Nicholas, Alexandra, and their five children remained confined in the royal residence The Alexander Palace, with decreasing staff until they were moved to Tobolsk in Siberia in August 1917, a step by Kerensky government to remove them from their residence in Tsarskoe Selo and essentially further from the centers of power and possible help. In spite of Britain’s numerous proposals to arrange passage of the Imperial Family to Britain, they were denied it in each and every case, thus sealing the fate that was to follow. They remained in Tobolsk until after the Bolshevik Revolution in November 1917 (the “October Revolution”), but were moved to Soviet-controlled Ekaterinburg. The last Russian Czar and all his family, including the gravely ill Prince Aleksey were brutally murdered in the basement of the Ipatiev House where they had been imprisoned in on the night of July 16 (or 17), 1918 by a band of Bolsheviks led by Yakov Yurovsky.

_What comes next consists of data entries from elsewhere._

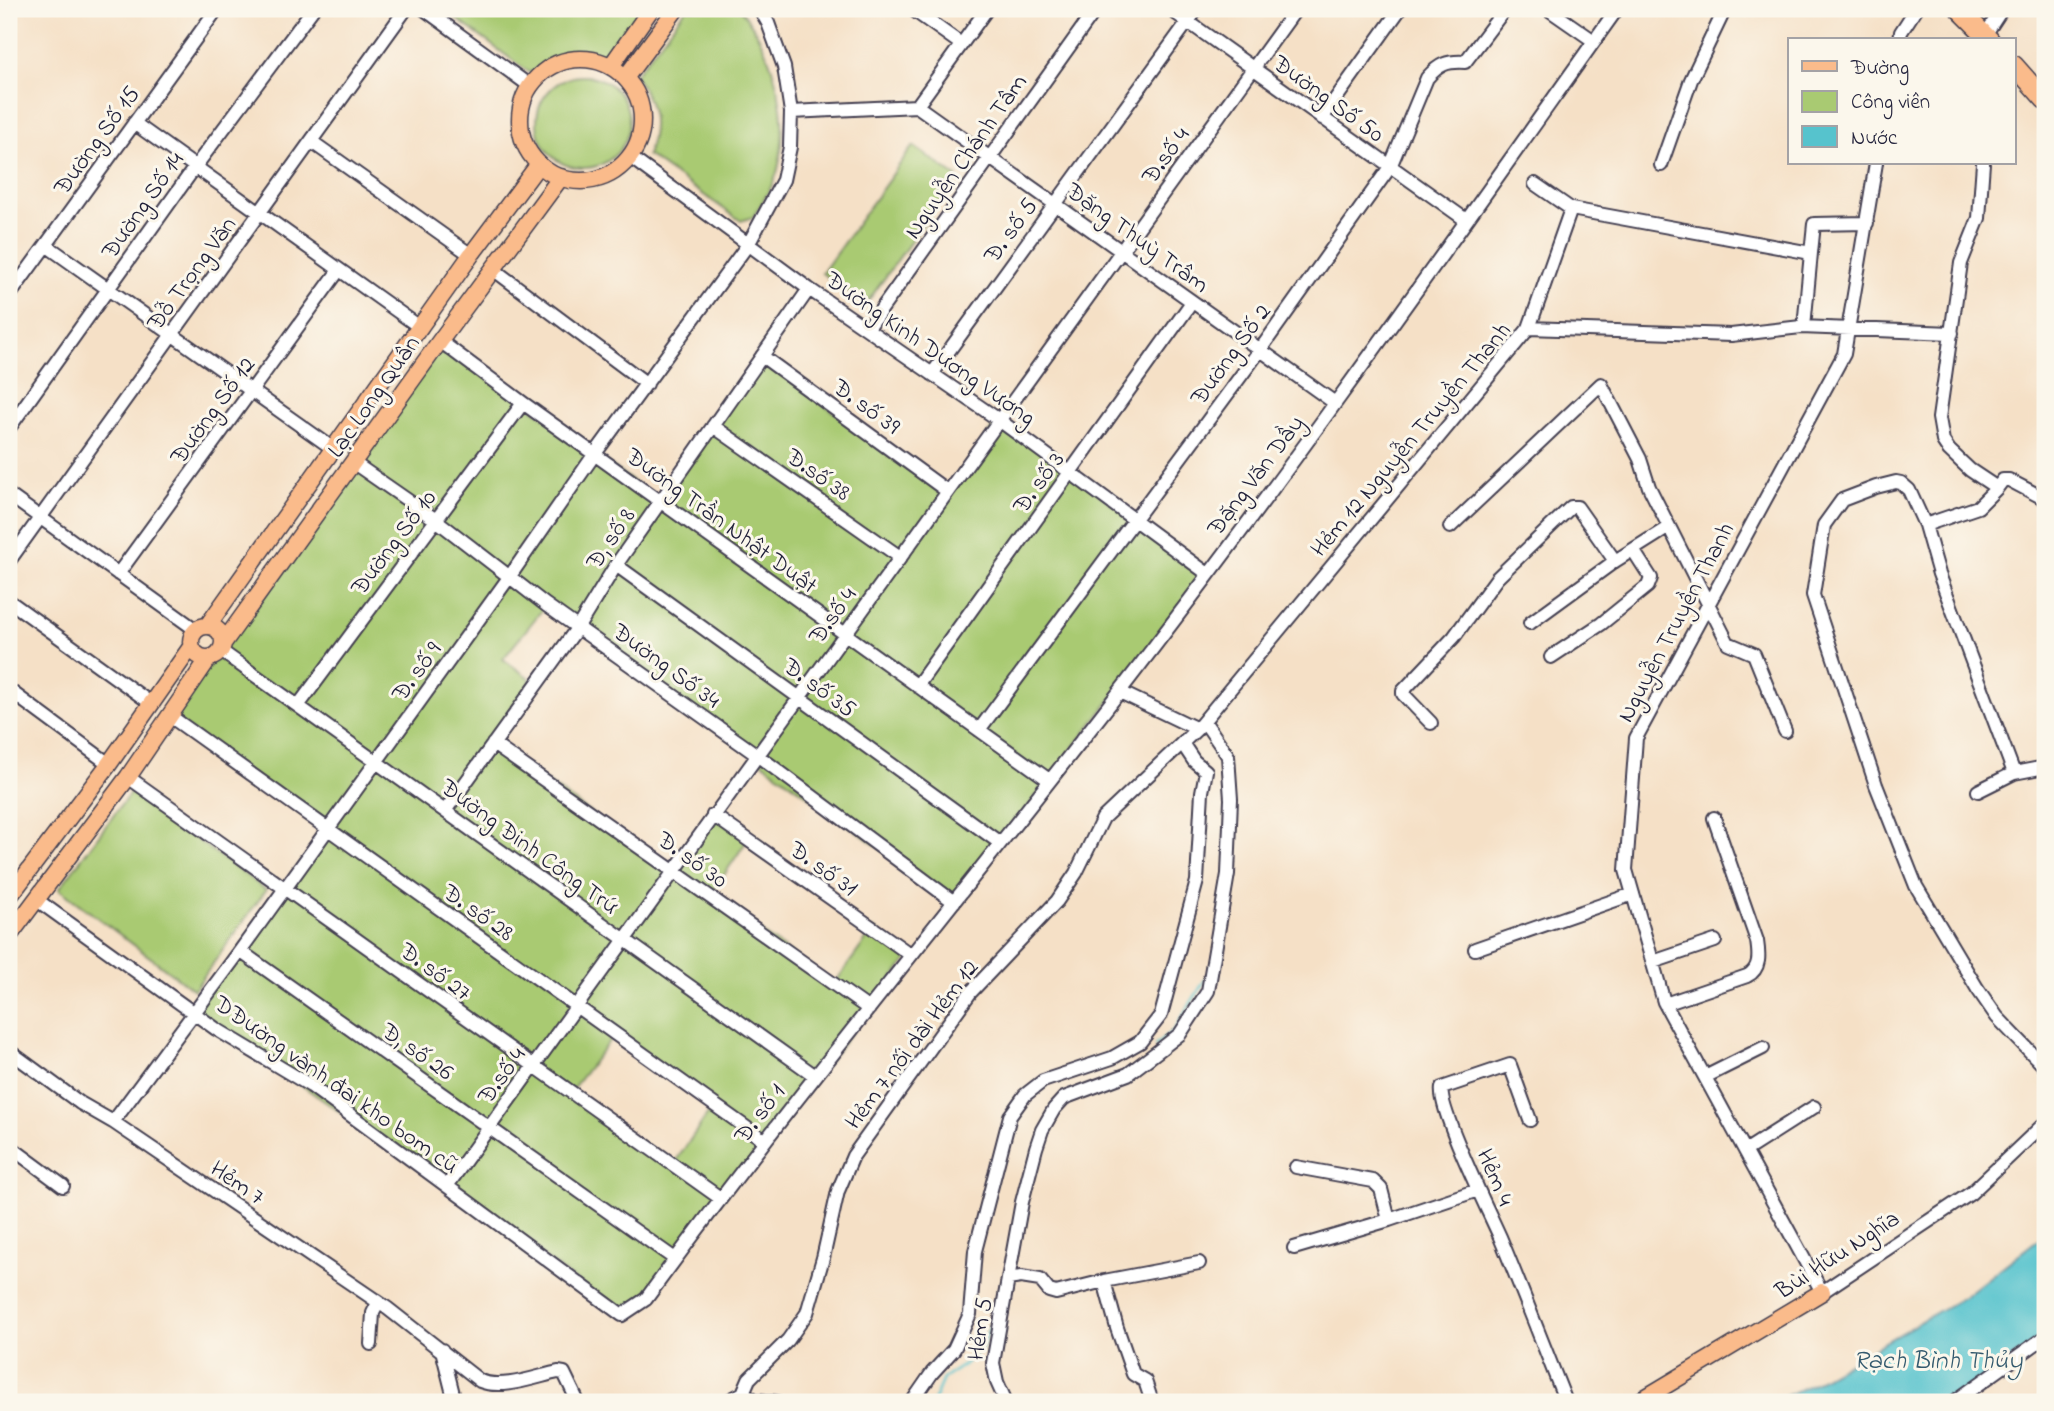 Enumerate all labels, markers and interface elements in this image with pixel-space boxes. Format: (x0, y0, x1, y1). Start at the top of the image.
legend (1788, 38, 2016, 164)
street label: Đường Số 50 (1264, 47, 1391, 152)
text: Đường (1850, 54, 1909, 86)
street label: Nguyễn Chánh Tâm (897, 68, 1038, 248)
street label: Đường Số 15 (46, 79, 150, 204)
text: Công viên (1851, 88, 1930, 120)
street label: Đ.số 4 (1134, 121, 1200, 193)
text: Nước (1851, 124, 1898, 154)
street label: Đường Số 14 (94, 146, 194, 268)
street label: Đặng Thuỳ Trâm (1056, 175, 1215, 304)
street label: Đ. số 5 (976, 191, 1048, 272)
street label: Đỗ Trọng Văn (139, 210, 246, 340)
street label: Đường Kinh Dương Vương (816, 263, 1042, 436)
street label: Đường Số 2 (1183, 297, 1281, 414)
street label: Hẻm 12 Nguyễn Truyền Thanh (1303, 316, 1522, 566)
street label: Lạc Long Quân (320, 329, 430, 466)
street label: Đường Số 12 (162, 350, 265, 473)
street label: Đ. số 39 (824, 371, 907, 445)
street label: Đặng Văn Dầy (1199, 409, 1315, 546)
street label: Đường Trần Nhật Duật (617, 440, 824, 604)
street label: Đ.số 38 (777, 440, 857, 511)
street label: Đ. số 3 (1005, 445, 1074, 523)
street label: Đường Số 10 (343, 483, 446, 604)
street label: Đ, số 8 (578, 502, 645, 578)
street label: Nguyễn Truyền Thanh (1610, 517, 1746, 730)
street label: Đ.số 4 (801, 581, 867, 653)
street label: Đường Số 34 (603, 615, 727, 718)
street label: Đ. số 9 (384, 635, 452, 710)
street label: Đ. số 35 (774, 650, 863, 728)
street label: Đường Đinh Công Trứ (431, 771, 625, 925)
street label: Đ. số 30 (648, 823, 734, 898)
street label: Đ. số 31 (780, 833, 864, 907)
street label: Đ. số 28 (434, 876, 520, 951)
street label: Đ. số 27 (391, 934, 478, 1011)
street label: Hẻm 7 nối dài Hẻm 12 (837, 953, 989, 1138)
street label: DĐường vành đai kho bom cũ (205, 987, 465, 1184)
street label: Đ, số 26 (373, 1015, 460, 1091)
street label: Đ.số 4 (470, 1041, 536, 1113)
street label: Đ. số 1 (726, 1077, 795, 1153)
street label: Hẻm 4 (1466, 1144, 1521, 1212)
street label: Hẻm 7 (202, 1153, 271, 1215)
street label: Bùi Hữu Nghĩa (1768, 1203, 1907, 1310)
street label: Hẻm 5 (960, 1295, 1003, 1363)
water label: Rạch Bình Thủy (1853, 1343, 2023, 1381)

For a long time, the bodies were believed to have been disposed of down a mineshaft at a site called the Four Brothers. Initially, this was true – they had indeed been disposed of that way on the night of July 16/17. But Yurovsky , upon hearing the following morning that stories were abuzz in Ekaterinburg about the disposal site , went back to remove the bodies and conceal them elsewhere. He has initially intended to bury the bodies down another mineshaft some miles away, but when the vehicle carrying the bodies broke down on the way there, he made new arrangements. With two exceptions, the bodies were buried in a sealed and concealed pit on a portion of a since-abandoned cart track 12 miles north of Ekaterinburg called Koptyaki Road.
In the early 1990s, the bodies were located, exhumed and formally identified, following the fall of the Soviet Union. A secret confession by Yurovsky, which came to light in the late 1970s, but did not become public knowledge until the 1990s, helped this to happen. DNA analysis was a key means of identifying them. A single blood sample from Prince Philip, Duke of Edinburgh was used to identify Alexandra and her daughters through their mitrochondial genes. Another method for identification was a controversially untested super-imposition of photos over skulls. The Russian Orthodox Churches in Russia and Abroad strongly contest the claim that the bodies were those of the Imperial Family, because there is indeed very little undisputable evidence to that end.
There were two bodies missing. These were Alexei and one of the daughters – Tatiana, Maria or Anastasia. According to Yurovsky’s account, the bodies of Alexei and one of the daughters, mistaken by Yurovsky’s band for Alexandra, were burnt near the burial site and their ashes scattered and concealed.
Following a long series of bureaucratic and political delays, the purported remains of the family were reinterred in the Romanov family crypt in 1998 on the 80th anniversary of their murder. However, controversy over the remains continues to grow.